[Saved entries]

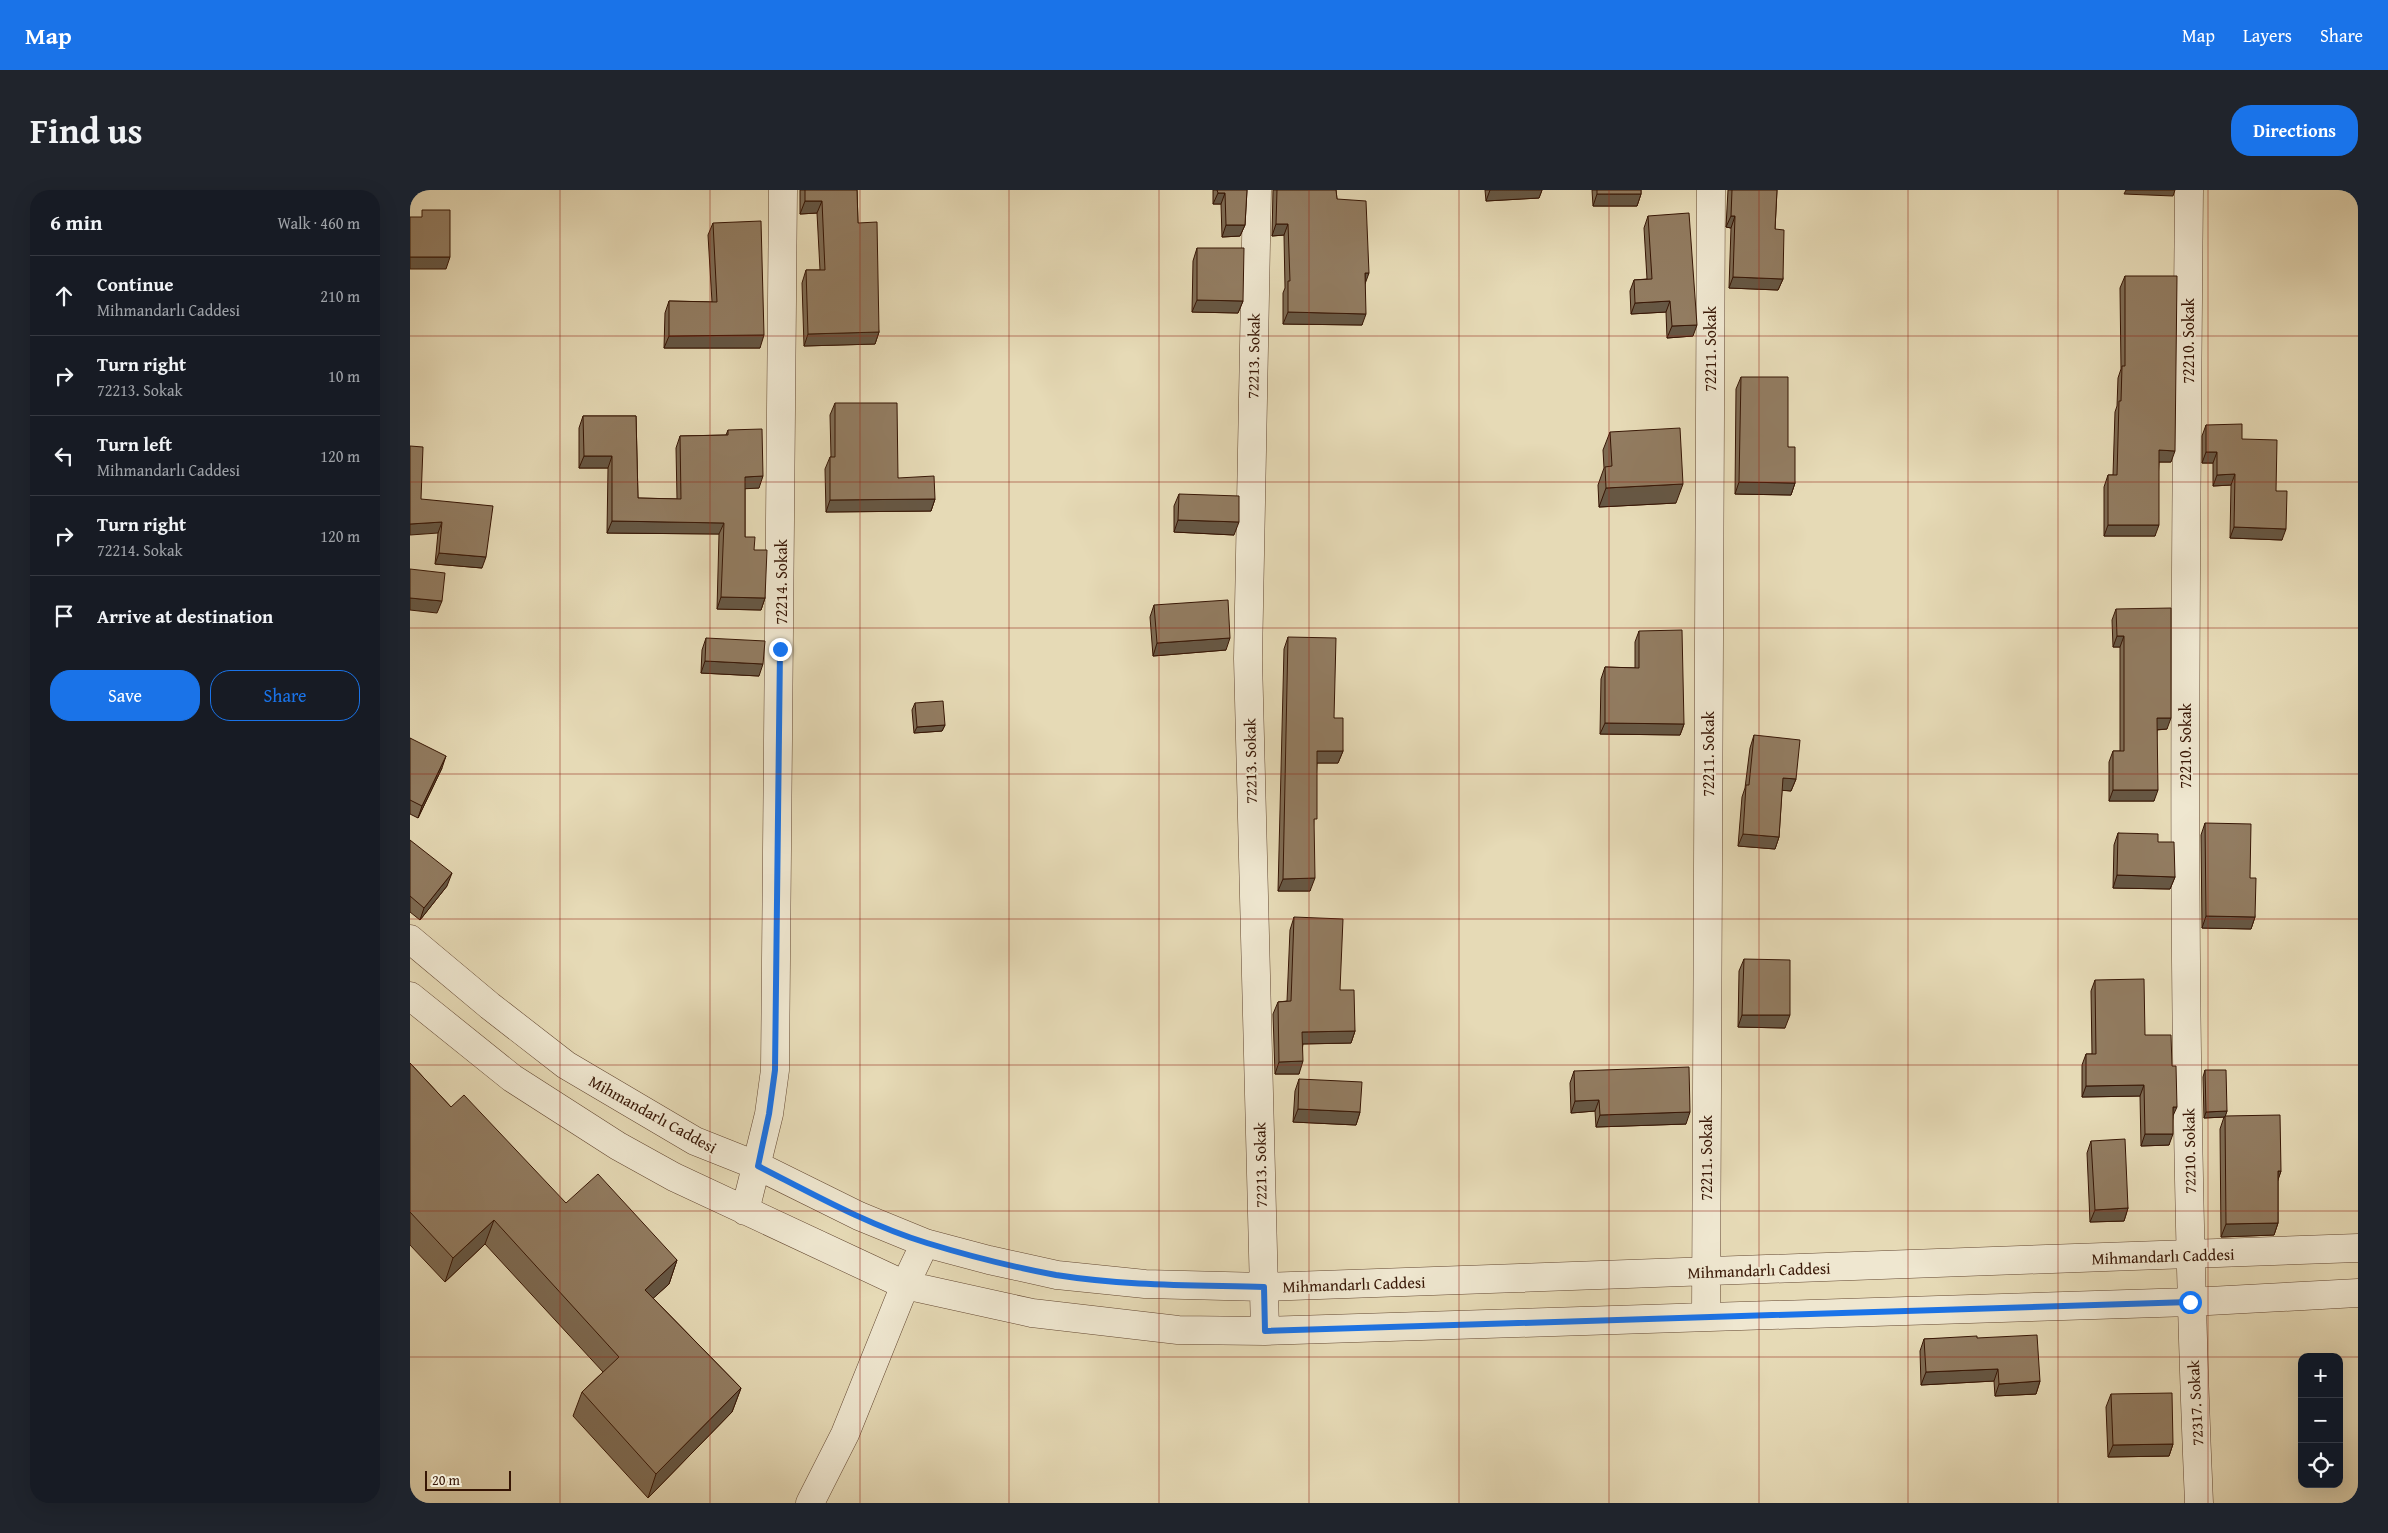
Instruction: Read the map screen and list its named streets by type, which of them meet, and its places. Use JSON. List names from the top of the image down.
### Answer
{
  "streets": {
    "street": [
      "72210. Sokak",
      "72211. Sokak",
      "72213. Sokak",
      "72214. Sokak",
      "Mihmandarlı Caddesi",
      "72317. Sokak"
    ]
  },
  "crossings": [
    ["72210. Sokak", "Mihmandarlı Caddesi"],
    ["72210. Sokak", "72317. Sokak"],
    ["72211. Sokak", "Mihmandarlı Caddesi"],
    ["72213. Sokak", "Mihmandarlı Caddesi"],
    ["72214. Sokak", "Mihmandarlı Caddesi"]
  ],
  "scale_bar": "20 m",
  "page": {
    "header": "Map",
    "nav": ["Map", "Layers", "Share"],
    "title": "Find us",
    "buttons": [
      "Directions",
      ["Save", "Share"]
    ],
    "heading": ["6 min", "Walk · 460 m"],
    "list": [
      ["Continue", "Mihmandarlı Caddesi", "210 m"],
      ["Turn right", "72213. Sokak", "10 m"],
      ["Turn left", "Mihmandarlı Caddesi", "120 m"],
      ["Turn right", "72214. Sokak", "120 m"],
      "Arrive at destination"
    ],
    "map_buttons": ["+", "−"],
    "scale": "20 m"
  }
}
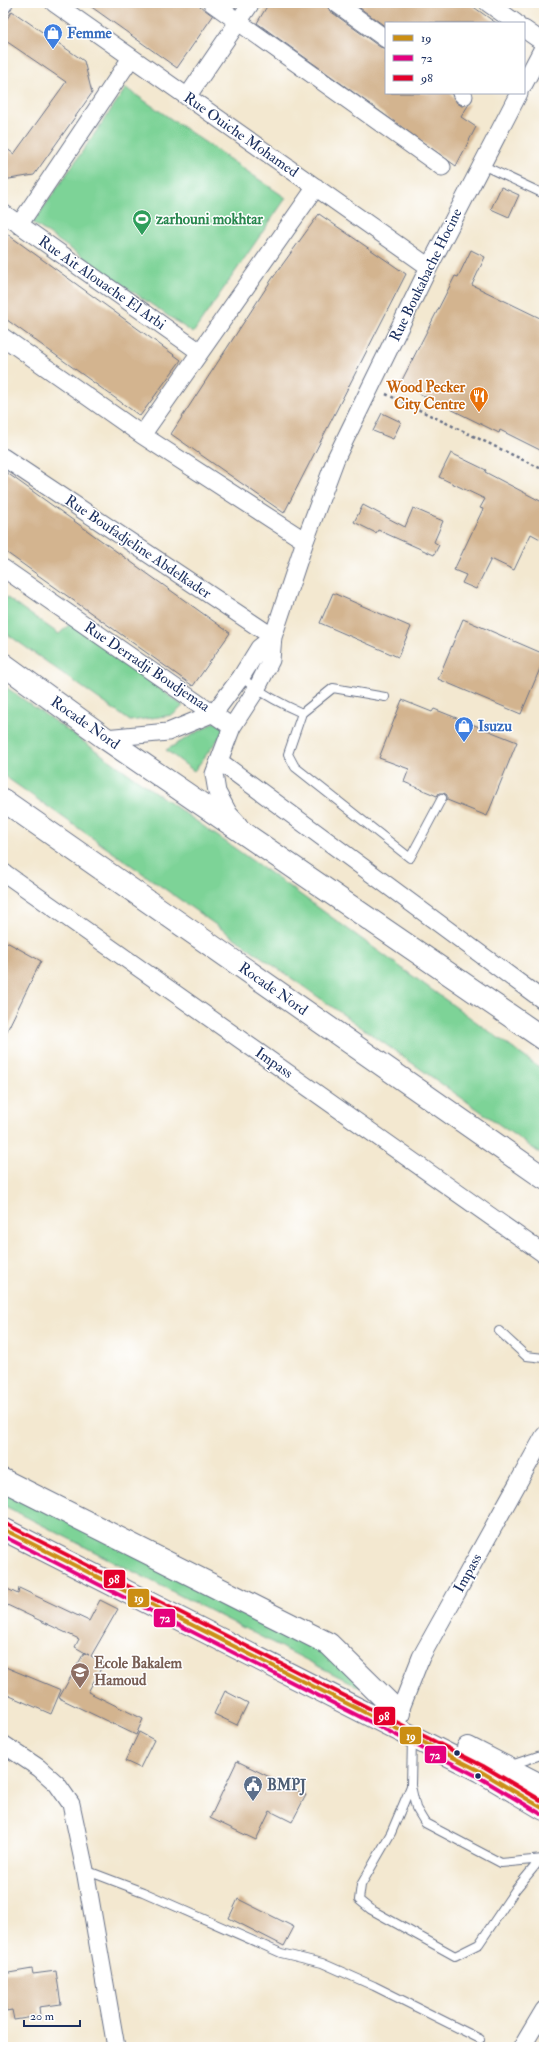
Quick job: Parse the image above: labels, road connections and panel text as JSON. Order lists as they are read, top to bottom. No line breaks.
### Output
{"streets":{"highway":["Rocade Nord"],"street":["Rue Ouiche Mohamed","Rue Boukabache Hocine","Rue Ait Alouache El Arbi","Rue Boufadjeline Abdelkader","Rue Derradji Boudjemaa","Impass"]},"crossings":[["Rue Ouiche Mohamed","Rue Boukabache Hocine"],["Rue Boufadjeline Abdelkader","Rue Derradji Boudjemaa"]],"places":{"shop":["Femme","Isuzu"],"sports":["zarhouni mokhtar"],"restaurant":["Wood Pecker City Centre"],"school or university":["Ecole Bakalem Hamoud"],"public building":["BMPJ"]},"lines":["transit line 98","transit line 19","transit line 72"],"legend":["19","72","98"],"scale_bar":"20 m"}
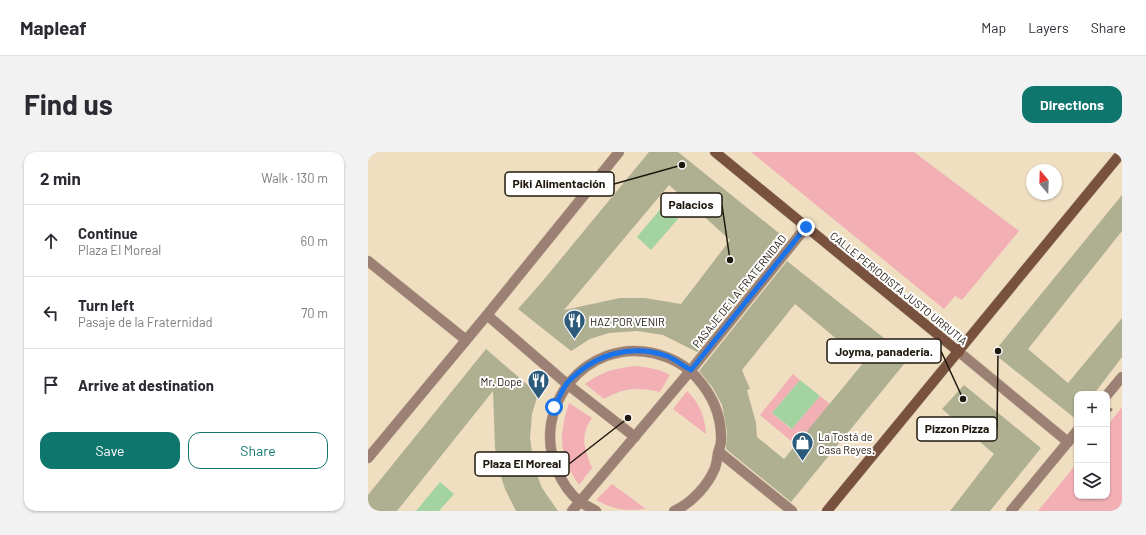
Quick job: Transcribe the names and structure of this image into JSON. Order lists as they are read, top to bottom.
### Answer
{
  "streets": {
    "street": ["CALLE PERIODISTA JUSTO URRUTIA", "PASAJE DE LA FRATERNIDAD"]
  },
  "crossings": [
    ["CALLE PERIODISTA JUSTO URRUTIA", "PASAJE DE LA FRATERNIDAD"]
  ],
  "places": {
    "other": [
      "Piki Alimentación",
      "Palacios",
      "Pizzon Pizza",
      "Joyma, panadería.",
      "Plaza El Moreal"
    ],
    "restaurant": ["HAZ POR VENIR", "Mr. Dope"],
    "shop": ["La Tostá de Casa Reyes."]
  },
  "north": "top",
  "page": {
    "header": "Mapleaf",
    "nav": ["Map", "Layers", "Share"],
    "buttons": [
      "Directions",
      ["Save", "Share"]
    ],
    "title": "Find us",
    "heading": ["2 min", "Walk · 130 m"],
    "list": [
      ["Continue", "Plaza El Moreal", "60 m"],
      ["Turn left", "Pasaje de la Fraternidad", "70 m"],
      "Arrive at destination"
    ],
    "map_buttons": ["+", "−"]
  }
}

> What to produce
Please print the entries above exactly. Skip every picture.

> Answer area
Instruction: Read the map screen and list its named streets by type, which of them meet, and its places. Use JSON. List names from the top of the image down.
### Answer
{
  "streets": {
    "street": [
      "72210. Sokak",
      "72211. Sokak",
      "72213. Sokak",
      "72214. Sokak",
      "Mihmandarlı Caddesi",
      "72317. Sokak"
    ]
  },
  "crossings": [
    ["72210. Sokak", "Mihmandarlı Caddesi"],
    ["72210. Sokak", "72317. Sokak"],
    ["72211. Sokak", "Mihmandarlı Caddesi"],
    ["72213. Sokak", "Mihmandarlı Caddesi"],
    ["72214. Sokak", "Mihmandarlı Caddesi"]
  ],
  "scale_bar": "20 m",
  "page": {
    "header": "Map",
    "nav": ["Map", "Layers", "Share"],
    "title": "Find us",
    "buttons": [
      "Directions",
      ["Save", "Share"]
    ],
    "heading": ["6 min", "Walk · 460 m"],
    "list": [
      ["Continue", "Mihmandarlı Caddesi", "210 m"],
      ["Turn right", "72213. Sokak", "10 m"],
      ["Turn left", "Mihmandarlı Caddesi", "120 m"],
      ["Turn right", "72214. Sokak", "120 m"],
      "Arrive at destination"
    ],
    "map_buttons": ["+", "−"],
    "scale": "20 m"
  }
}
Quick job: Parse the image above: labels, road connections and panel text as JSON. Order lists as they are read, top to bottom. No line breaks.
### Output
{"streets":{"highway":["Rocade Nord"],"street":["Rue Ouiche Mohamed","Rue Boukabache Hocine","Rue Ait Alouache El Arbi","Rue Boufadjeline Abdelkader","Rue Derradji Boudjemaa","Impass"]},"crossings":[["Rue Ouiche Mohamed","Rue Boukabache Hocine"],["Rue Boufadjeline Abdelkader","Rue Derradji Boudjemaa"]],"places":{"shop":["Femme","Isuzu"],"sports":["zarhouni mokhtar"],"restaurant":["Wood Pecker City Centre"],"school or university":["Ecole Bakalem Hamoud"],"public building":["BMPJ"]},"lines":["transit line 98","transit line 19","transit line 72"],"legend":["19","72","98"],"scale_bar":"20 m"}
Quick job: Transcribe the names and structure of this image into JSON. Order lists as they are read, top to bottom.
### Answer
{
  "streets": {
    "street": ["CALLE PERIODISTA JUSTO URRUTIA", "PASAJE DE LA FRATERNIDAD"]
  },
  "crossings": [
    ["CALLE PERIODISTA JUSTO URRUTIA", "PASAJE DE LA FRATERNIDAD"]
  ],
  "places": {
    "other": [
      "Piki Alimentación",
      "Palacios",
      "Pizzon Pizza",
      "Joyma, panadería.",
      "Plaza El Moreal"
    ],
    "restaurant": ["HAZ POR VENIR", "Mr. Dope"],
    "shop": ["La Tostá de Casa Reyes."]
  },
  "north": "top",
  "page": {
    "header": "Mapleaf",
    "nav": ["Map", "Layers", "Share"],
    "buttons": [
      "Directions",
      ["Save", "Share"]
    ],
    "title": "Find us",
    "heading": ["2 min", "Walk · 130 m"],
    "list": [
      ["Continue", "Plaza El Moreal", "60 m"],
      ["Turn left", "Pasaje de la Fraternidad", "70 m"],
      "Arrive at destination"
    ],
    "map_buttons": ["+", "−"]
  }
}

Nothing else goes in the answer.